O destino de Yasmin e Simone Xirata parecia traçado para se encontrarem. A trajetória de Simone, idealizadora do restaurante Jojo Ramen, começou com o desejo de honrar e resgatar suas raízes. Formada em administração, ela se viu em uma carreira no mercado financeiro que, apesar de bem-sucedida, não ressoava com sua alma.
A virada ocorreu em sua primeira viagem ao Japão, quando a visita à cidade de sua avó materna, Fukuoka, se tornou uma epifania. Ali, ao degustar um lámen pela primeira vez, percebeu que havia descoberto a sua verdadeira paixão.

O prato se tornou o elo que uniu o ímpeto empreendedor à cultura que ela redescobria: “Eu entendi que minhas duas grandes paixões, que eram a cultura japonesa e o mundo dos negócios, podiam se misturar e se transformar numa coisa só”. Seu foco era singular: fazer um lámen rigorosamente fiel à tradição japonesa, com caldo profundo, massa fresca e precisão no ponto.

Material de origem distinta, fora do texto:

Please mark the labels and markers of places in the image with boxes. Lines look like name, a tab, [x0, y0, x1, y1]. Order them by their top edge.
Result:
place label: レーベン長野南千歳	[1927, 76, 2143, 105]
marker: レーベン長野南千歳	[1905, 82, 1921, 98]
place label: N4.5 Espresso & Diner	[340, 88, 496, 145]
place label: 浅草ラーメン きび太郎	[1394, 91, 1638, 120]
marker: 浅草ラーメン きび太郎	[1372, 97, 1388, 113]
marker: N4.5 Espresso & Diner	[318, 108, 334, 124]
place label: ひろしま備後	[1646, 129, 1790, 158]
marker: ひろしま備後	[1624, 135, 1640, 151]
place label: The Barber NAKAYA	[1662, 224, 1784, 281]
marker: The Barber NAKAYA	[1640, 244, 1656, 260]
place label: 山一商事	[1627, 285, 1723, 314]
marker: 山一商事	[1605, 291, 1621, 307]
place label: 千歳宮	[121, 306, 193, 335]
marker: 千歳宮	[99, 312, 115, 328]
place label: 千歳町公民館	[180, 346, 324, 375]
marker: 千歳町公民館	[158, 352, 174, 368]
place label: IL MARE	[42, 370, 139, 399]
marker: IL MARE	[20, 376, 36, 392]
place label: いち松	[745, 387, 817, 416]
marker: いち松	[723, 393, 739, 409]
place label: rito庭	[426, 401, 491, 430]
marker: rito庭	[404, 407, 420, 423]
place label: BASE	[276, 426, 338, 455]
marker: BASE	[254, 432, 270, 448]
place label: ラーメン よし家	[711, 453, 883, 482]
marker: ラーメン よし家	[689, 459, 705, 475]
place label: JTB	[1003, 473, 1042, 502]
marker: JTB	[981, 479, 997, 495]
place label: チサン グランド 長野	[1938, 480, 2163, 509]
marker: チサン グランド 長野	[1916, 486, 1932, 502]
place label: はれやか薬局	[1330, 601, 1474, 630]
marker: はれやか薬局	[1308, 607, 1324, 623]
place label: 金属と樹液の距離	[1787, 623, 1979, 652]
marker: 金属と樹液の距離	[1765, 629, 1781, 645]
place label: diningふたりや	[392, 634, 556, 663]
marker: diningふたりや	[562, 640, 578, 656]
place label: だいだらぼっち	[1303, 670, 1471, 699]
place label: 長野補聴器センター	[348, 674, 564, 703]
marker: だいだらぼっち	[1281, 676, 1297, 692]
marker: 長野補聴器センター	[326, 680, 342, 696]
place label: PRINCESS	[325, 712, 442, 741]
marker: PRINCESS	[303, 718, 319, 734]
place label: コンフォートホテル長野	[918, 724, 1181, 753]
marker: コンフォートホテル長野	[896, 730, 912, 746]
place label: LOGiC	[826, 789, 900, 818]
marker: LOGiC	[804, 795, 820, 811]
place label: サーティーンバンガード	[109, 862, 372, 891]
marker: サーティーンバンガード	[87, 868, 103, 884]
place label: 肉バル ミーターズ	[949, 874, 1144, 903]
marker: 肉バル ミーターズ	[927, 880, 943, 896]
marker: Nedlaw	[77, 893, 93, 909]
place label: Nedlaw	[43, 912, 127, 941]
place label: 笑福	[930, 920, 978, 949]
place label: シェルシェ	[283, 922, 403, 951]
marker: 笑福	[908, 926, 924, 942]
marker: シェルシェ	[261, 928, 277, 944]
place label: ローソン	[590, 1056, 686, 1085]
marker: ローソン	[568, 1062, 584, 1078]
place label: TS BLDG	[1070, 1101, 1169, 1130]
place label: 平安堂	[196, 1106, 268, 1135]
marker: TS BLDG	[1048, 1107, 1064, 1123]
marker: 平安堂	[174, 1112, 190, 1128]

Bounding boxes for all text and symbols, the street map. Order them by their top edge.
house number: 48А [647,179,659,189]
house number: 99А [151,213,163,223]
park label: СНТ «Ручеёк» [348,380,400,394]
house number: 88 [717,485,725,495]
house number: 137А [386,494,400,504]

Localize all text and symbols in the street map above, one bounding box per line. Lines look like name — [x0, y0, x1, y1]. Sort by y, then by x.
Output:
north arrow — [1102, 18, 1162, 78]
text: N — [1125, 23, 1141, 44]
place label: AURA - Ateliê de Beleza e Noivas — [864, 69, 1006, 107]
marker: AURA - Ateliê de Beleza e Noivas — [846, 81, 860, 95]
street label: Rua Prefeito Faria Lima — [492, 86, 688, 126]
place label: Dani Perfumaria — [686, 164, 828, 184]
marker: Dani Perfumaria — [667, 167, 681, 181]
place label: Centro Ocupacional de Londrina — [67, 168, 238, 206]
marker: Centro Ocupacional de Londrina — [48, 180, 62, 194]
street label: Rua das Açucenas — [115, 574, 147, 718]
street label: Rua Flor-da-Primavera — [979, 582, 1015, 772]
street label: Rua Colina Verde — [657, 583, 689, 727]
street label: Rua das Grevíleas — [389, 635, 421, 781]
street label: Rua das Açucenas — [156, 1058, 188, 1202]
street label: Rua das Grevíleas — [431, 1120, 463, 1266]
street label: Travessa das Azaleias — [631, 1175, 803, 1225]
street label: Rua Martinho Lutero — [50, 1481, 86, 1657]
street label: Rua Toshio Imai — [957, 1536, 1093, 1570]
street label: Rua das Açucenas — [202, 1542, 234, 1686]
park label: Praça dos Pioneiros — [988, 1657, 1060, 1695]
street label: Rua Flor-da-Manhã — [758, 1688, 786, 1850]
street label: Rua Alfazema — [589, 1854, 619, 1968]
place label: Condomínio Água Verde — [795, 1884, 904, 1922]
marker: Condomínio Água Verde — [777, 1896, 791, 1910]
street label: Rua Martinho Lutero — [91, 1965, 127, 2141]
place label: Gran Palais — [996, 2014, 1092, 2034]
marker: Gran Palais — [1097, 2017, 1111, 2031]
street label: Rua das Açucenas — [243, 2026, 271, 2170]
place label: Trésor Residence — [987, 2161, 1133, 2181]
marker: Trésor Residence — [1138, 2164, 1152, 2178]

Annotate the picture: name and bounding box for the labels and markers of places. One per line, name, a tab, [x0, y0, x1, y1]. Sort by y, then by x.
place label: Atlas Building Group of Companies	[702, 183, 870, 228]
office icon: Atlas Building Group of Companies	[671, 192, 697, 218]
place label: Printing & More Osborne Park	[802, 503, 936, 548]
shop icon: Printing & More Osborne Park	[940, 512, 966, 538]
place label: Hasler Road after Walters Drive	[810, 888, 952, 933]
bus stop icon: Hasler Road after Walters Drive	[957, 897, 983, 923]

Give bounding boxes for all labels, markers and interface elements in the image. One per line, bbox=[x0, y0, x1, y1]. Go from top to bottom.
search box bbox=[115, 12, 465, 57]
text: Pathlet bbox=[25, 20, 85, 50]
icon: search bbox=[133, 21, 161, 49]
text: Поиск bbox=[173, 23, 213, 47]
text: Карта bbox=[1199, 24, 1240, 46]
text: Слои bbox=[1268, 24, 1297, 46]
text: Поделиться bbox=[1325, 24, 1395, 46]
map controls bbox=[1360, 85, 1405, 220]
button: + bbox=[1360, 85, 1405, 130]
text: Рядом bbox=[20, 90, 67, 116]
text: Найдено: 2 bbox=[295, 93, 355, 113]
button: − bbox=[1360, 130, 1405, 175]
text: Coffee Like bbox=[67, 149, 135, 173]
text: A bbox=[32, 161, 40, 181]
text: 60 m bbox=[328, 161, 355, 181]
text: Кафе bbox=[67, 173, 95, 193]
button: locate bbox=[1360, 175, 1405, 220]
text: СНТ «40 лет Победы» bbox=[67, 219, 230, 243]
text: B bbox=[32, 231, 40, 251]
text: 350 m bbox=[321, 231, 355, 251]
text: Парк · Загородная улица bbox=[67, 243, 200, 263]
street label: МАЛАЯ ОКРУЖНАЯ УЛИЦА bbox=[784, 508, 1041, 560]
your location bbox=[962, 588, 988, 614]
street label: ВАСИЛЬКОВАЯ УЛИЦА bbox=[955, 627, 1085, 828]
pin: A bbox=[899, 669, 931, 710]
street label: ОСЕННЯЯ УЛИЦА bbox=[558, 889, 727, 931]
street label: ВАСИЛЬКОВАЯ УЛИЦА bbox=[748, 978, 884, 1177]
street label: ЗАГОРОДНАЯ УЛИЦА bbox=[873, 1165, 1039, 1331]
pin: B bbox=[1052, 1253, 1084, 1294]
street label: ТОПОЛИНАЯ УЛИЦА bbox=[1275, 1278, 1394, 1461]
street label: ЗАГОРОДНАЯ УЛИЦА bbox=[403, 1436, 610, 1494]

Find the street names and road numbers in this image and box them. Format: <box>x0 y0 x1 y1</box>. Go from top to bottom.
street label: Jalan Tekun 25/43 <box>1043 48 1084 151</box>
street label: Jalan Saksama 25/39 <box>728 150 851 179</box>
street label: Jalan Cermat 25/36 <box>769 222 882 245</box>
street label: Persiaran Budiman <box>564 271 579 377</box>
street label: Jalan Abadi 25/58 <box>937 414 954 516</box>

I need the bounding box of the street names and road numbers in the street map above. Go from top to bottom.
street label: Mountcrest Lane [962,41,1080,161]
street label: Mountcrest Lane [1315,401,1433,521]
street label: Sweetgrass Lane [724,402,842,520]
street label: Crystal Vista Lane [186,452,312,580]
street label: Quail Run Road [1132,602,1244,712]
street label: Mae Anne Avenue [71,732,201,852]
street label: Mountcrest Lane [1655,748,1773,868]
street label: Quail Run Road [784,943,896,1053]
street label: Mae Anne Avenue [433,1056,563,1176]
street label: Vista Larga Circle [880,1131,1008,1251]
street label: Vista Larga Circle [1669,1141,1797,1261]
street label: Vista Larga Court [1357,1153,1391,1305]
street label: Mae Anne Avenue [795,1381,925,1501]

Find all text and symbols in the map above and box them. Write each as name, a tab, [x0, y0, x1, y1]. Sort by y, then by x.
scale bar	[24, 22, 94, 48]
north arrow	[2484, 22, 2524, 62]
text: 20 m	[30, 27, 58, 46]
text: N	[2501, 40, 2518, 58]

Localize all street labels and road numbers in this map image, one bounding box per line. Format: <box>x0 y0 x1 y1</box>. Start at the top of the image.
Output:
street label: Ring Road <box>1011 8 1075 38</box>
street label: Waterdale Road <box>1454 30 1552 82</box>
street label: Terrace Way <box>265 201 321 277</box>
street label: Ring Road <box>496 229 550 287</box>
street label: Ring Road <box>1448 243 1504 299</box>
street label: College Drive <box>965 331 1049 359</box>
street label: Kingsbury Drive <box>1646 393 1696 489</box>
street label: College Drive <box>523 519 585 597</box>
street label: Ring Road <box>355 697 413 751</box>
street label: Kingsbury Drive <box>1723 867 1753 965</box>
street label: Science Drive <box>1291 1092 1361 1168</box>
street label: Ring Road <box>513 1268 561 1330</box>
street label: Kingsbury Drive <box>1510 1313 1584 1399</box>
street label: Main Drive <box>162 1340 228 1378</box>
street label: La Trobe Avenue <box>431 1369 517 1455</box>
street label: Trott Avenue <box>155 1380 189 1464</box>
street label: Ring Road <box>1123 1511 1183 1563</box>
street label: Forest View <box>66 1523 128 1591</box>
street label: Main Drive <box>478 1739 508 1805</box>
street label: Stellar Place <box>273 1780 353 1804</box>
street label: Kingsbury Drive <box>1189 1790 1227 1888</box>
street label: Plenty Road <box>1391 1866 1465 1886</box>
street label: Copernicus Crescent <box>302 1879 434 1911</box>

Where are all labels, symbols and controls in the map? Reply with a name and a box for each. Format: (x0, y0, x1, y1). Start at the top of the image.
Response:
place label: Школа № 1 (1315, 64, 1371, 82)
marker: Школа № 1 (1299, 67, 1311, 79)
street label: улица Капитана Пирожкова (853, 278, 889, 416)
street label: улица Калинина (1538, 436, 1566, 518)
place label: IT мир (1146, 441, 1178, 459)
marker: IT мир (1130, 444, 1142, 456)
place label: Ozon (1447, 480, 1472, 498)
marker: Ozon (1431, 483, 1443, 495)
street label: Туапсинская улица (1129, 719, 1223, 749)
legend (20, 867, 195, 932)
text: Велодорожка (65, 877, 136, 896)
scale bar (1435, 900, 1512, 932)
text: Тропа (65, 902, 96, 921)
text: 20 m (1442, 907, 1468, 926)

Yasmin, por sua vez, já havia pavimentado seu caminho no universo da cultura de seus ancestrais. “Comecei trabalhando como hostess há 20 anos. Foi ali que vi a possibilidade de estudar a cultura do Japão através do saquê. Quando você é jovem, fica desesperada. Tudo o que puder aprender, você vai atrás, pelo menos essa era a minha vontade”, conta ela, que obteve a certificação japonesa SSI do Sake Institute em 2012, numa época em que poucos eram especializados na bebida fermentada por aqui.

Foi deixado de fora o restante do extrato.